■ What to work on ■
Provide only the number of lines in the listing that contain the word "Silas".
════════
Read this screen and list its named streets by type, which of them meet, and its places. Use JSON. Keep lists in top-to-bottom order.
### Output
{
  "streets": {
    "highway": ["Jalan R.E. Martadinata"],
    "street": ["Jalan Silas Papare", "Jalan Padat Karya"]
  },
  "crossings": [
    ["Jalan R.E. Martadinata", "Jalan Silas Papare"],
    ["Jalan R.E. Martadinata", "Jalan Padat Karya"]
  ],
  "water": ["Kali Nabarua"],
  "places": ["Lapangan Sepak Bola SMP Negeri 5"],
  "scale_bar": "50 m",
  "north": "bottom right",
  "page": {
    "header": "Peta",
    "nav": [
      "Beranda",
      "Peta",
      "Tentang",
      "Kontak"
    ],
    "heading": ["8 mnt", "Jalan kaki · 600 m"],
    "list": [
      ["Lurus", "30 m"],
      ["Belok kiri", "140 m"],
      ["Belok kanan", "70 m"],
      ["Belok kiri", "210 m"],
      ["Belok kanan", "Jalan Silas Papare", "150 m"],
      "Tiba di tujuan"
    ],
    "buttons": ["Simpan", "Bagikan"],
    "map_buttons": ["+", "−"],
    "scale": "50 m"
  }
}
════════
■ Exercise output ■
3